Note: In this spec we refer to Willow path components as PathComponents, to distinguish it from Components for Entitys in this specification.

Entity Path Components

Each PathComponent for an Entity, other than the last one, must be Borsh serialized data matching the following format:

enum PathComponent {
    Null,
    Bool(bool),
    Uint(u64),
    Int(i64),
    String(String),
    Bytes(Vec<u8>),
}

Additionally, the last PathComponent in the Path for an Entity must always be empty, i.e. zero bytes.

ℹ️ Explanation: The empty PathComponent at the end of each Path makes sure that creating an entity will never accidentally trigger prefix pruning and cause other entities to be deleted. See "prefix pruning" in the Willow data model.

This means it is possible to store an entity at "Hello"/"World"/1/[empty] , and still be able to store an entity at "Hello"/"World"/[empty] without overwriting it.

This is incredibly useful for allowing for the existence of "Feed" entities, or other similar group entities, that describe the purpose of or add metadata relevant to entities in it's sub-paths.

This also means that each NamespaceId + SubspaceId has one "default" entity, the one with only a single, empty PathComponent, that can be used to describe the subspace.

Entity Payloads

The Payload of an entity must be a sorted list of ComponentIds.

Note: Since ComponentIds are each PayloadDigests, they must be sorted according to the total order of the PayloadDigest. The Willow protocol requires that PayloadDigests have a total order.

This sorted list of ComponentIds is called an EntitySnapshot.

The PayloadDigest of the EntitySnapshot is called an EntitySnapshotId.

Components

Components are pieces of data that may be attached to an Entity. The PayloadDigest of a Component is called it's ComponentId.

Components are stored individually in a content addressable store. This is usually the same store used by the Willow implementation for storing Entity Payloads.

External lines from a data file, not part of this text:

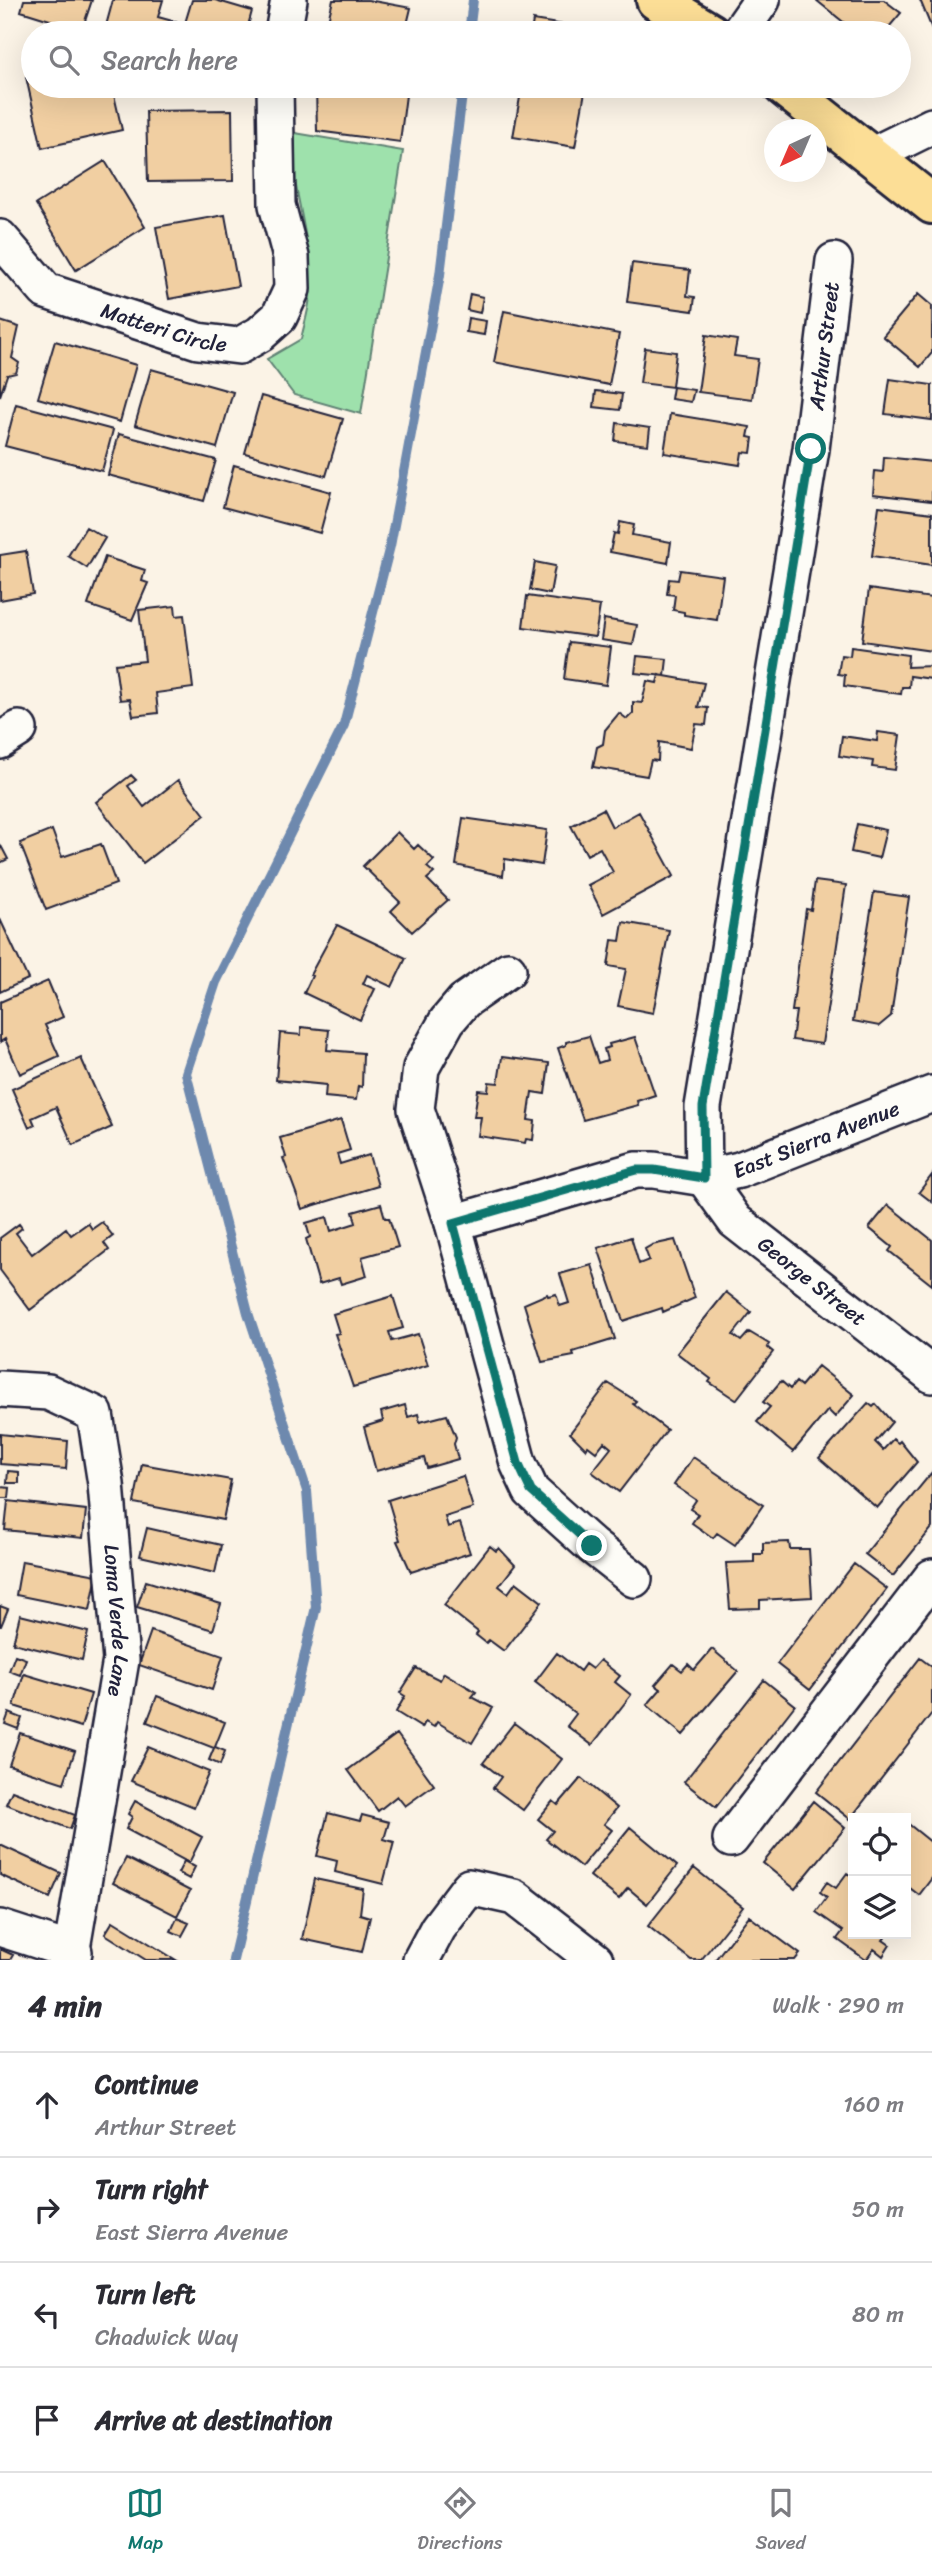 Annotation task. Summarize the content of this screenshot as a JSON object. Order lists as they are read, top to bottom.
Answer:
{
  "streets": {
    "street": [
      "Matteri Circle",
      "Arthur Street",
      "East Sierra Avenue",
      "George Street",
      "Loma Verde Lane"
    ]
  },
  "crossings": [
    ["Arthur Street", "East Sierra Avenue"],
    ["Arthur Street", "George Street"],
    ["East Sierra Avenue", "George Street"]
  ],
  "north": "bottom left",
  "page": {
    "search": "Search here",
    "heading": ["4 min", "Walk · 290 m"],
    "list": [
      ["Continue", "Arthur Street", "160 m"],
      ["Turn right", "East Sierra Avenue", "50 m"],
      ["Turn left", "Chadwick Way", "80 m"],
      "Arrive at destination"
    ],
    "nav": ["Map", "Directions", "Saved"]
  }
}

The data of a Component is Borsh serialized data matching the following format:

enum Component {
    Unencrypted(ComponentData),
    Encrypted {
        algorithm: EncryptionAlgorithmId,
        key_id: [u8; 32],
        encrypted_data: Vec<u8>,
    }
}

struct ComponentData {
    schema: SchemaId,
    data: Vec<u8>,
}

In the ComponentData struct, the SchemaId is the ID of the Schema that describes the data field.

Component Encryption

Components may be either encrypted or unencrypted. The Leaf Protocol allows any number of EncryptionAlgorithms to be implemented. It is up to implementations to choose which algorithms to support.

When a component is encrypted, the Borsh serialized data matching the ComponentData struct will be encrypted using the algorithm and stored in the encrypted_data field.

The interpretation of key_id may be different between different encryption algorithms. This field may be used to store the public key in asymmetric key algorithms for example. An algorithm may choose to put the entire key into the key_id field, or it may choose to store the key in the content addressed store and put its PayloadDigest in the key_id field.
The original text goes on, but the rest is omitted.